Consumers in the U.S. are increasingly shying away from sodas due to the rise in weight loss drugs and non-alcoholic alternatives. Despite this trend, Coca-Cola announced strong second-quarter earnings, bolstered by significant global demand for its beverages, leading the company to raise its full-year projections.
Coca-Cola CEO James Quincey expressed optimism about the company’s results, highlighting solid growth in revenue and operating income amidst changing market conditions. However, the company experienced a 1% decline in volume sales in North America during the quarter. Quincey noted that this decline was primarily due to reduced sales in away-from-home channels, which encompass water, sports drinks, coffee, tea, and soda.

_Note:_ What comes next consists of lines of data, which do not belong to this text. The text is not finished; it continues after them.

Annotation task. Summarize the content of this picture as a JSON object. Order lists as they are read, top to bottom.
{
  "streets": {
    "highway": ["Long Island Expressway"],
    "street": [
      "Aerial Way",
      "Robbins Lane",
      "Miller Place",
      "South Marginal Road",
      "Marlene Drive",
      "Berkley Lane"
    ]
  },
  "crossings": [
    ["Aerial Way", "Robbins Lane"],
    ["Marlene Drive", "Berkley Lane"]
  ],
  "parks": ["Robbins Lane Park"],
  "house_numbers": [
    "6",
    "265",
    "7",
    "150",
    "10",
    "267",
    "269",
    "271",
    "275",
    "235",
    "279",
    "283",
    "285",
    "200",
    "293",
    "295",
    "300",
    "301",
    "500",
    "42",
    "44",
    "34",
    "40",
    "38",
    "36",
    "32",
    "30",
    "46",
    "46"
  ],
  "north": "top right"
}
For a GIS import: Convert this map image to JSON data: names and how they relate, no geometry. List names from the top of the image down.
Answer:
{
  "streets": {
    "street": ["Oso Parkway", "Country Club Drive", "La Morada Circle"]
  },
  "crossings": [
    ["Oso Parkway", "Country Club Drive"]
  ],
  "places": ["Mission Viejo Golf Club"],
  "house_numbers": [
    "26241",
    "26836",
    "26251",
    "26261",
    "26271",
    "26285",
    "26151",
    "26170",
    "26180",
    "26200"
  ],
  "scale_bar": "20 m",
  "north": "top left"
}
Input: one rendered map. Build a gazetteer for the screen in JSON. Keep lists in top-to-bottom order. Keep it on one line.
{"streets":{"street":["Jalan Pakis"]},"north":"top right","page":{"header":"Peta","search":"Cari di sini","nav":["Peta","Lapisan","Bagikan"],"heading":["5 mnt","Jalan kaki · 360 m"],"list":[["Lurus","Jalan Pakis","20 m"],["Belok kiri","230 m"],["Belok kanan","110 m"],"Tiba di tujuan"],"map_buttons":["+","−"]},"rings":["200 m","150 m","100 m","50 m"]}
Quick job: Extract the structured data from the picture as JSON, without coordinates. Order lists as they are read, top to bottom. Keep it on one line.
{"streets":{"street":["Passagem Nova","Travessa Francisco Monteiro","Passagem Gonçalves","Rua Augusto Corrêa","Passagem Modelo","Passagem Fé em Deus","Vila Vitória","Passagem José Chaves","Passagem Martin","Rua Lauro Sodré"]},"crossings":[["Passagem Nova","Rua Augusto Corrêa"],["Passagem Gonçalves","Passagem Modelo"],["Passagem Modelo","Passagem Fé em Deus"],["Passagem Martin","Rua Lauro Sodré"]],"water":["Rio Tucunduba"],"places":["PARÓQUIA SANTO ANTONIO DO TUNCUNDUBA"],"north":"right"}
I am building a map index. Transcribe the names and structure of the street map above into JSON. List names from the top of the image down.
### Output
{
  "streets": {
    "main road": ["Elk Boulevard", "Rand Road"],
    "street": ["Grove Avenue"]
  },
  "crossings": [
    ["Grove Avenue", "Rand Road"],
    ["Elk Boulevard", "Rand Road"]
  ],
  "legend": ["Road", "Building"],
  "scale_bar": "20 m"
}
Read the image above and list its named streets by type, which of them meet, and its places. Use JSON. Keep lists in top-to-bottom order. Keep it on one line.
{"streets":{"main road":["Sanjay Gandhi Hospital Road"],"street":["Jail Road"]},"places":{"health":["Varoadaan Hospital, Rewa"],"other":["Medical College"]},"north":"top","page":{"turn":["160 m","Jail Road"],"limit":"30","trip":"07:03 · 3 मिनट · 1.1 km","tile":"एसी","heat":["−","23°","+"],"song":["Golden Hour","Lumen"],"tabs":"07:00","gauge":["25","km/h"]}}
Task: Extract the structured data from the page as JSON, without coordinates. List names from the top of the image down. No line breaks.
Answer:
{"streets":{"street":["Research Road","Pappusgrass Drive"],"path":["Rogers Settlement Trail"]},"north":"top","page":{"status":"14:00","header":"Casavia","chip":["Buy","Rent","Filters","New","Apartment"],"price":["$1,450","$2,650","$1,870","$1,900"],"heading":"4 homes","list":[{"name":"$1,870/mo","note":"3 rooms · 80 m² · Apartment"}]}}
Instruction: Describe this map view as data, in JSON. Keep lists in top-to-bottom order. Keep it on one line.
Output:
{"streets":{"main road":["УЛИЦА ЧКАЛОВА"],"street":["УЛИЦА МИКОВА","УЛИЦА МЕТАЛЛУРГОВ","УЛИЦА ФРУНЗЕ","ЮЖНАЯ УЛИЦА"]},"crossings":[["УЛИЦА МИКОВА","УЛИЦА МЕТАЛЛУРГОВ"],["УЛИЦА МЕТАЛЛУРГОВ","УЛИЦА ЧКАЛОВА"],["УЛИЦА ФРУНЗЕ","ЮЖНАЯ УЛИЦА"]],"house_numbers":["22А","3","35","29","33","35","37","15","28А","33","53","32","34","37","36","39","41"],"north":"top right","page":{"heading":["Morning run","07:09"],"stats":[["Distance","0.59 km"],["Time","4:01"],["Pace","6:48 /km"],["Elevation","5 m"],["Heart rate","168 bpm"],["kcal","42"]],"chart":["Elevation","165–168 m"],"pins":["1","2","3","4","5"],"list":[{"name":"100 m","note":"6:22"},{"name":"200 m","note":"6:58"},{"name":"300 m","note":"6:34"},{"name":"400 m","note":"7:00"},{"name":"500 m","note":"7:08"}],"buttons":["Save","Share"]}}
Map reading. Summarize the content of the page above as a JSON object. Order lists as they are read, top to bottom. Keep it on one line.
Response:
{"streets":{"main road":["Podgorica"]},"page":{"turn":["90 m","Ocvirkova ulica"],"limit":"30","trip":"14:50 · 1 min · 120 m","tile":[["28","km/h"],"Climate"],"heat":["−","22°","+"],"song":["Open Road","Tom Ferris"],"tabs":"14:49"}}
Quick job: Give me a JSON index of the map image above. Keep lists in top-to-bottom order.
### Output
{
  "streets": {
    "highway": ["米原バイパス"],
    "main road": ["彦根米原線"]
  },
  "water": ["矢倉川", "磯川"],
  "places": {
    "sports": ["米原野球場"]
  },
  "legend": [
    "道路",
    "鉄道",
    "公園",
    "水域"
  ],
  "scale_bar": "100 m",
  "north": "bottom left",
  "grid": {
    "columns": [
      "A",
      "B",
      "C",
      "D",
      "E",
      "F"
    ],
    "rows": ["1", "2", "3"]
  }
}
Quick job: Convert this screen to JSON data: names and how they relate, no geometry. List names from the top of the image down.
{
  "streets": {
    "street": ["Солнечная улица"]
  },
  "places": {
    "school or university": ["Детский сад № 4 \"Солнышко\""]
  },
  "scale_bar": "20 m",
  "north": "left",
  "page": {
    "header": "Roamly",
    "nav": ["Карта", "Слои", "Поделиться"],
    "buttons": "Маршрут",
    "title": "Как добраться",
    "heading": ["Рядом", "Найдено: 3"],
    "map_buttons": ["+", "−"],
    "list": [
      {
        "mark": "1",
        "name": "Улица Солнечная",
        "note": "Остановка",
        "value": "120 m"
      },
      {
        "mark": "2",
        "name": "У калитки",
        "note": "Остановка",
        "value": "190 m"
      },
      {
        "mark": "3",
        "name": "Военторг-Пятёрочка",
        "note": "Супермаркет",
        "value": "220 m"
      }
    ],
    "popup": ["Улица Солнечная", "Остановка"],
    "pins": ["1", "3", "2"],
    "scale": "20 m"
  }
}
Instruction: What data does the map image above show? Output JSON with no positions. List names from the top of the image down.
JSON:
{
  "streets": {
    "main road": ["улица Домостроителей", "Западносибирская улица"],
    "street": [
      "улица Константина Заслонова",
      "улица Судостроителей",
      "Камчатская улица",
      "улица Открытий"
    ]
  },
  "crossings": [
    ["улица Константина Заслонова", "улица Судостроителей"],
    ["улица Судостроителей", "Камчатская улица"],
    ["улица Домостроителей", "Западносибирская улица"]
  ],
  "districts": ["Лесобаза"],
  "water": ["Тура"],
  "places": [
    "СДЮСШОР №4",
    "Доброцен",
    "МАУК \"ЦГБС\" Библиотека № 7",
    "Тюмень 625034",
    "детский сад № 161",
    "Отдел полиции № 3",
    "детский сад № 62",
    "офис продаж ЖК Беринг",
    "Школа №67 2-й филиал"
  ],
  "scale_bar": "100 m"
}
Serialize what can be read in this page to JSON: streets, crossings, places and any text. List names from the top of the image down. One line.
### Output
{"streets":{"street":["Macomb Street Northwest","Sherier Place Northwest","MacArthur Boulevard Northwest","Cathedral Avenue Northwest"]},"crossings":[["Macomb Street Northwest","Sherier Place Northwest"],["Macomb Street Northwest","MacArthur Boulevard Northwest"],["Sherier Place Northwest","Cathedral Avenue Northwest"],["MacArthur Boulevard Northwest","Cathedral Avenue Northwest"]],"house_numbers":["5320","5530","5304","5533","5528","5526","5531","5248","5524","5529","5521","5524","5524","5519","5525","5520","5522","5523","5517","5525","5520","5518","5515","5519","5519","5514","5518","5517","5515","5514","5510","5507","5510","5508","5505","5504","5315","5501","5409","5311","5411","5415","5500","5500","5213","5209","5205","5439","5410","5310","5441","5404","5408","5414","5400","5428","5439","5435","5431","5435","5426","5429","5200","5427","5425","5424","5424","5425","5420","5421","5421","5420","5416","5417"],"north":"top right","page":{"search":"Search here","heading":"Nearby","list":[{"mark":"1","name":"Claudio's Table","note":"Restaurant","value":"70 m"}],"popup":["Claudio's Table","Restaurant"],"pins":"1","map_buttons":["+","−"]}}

The decrease in soda sales was somewhat mitigated by the performance of Fairlife milk and Coca-Cola’s flagship product, which achieved top positions in retail sales growth during the quarter. To combat the decline, Coca-Cola is collaborating with food chains to integrate its sodas into combo meal offerings, including working with McDonald’s to enhance its meal deal that features a soft drink.
Overall, Coca-Cola exceeded market expectations, reporting $12.4 billion in revenue for the second quarter, translating to approximately $0.84 per share. Analysts had anticipated revenue of $11.76 billion, or around $0.81 per share. The company has now increased its forecast for organic revenue growth to between 9% and 10%, up from the previous prediction of 8% to 9%.
Pepsi is also facing challenges in capturing consumer interest as more people opt for products that align with weight loss and healthier lifestyle choices. The company pointed to a series of product recalls as a contributing factor to its lackluster second-quarter performance.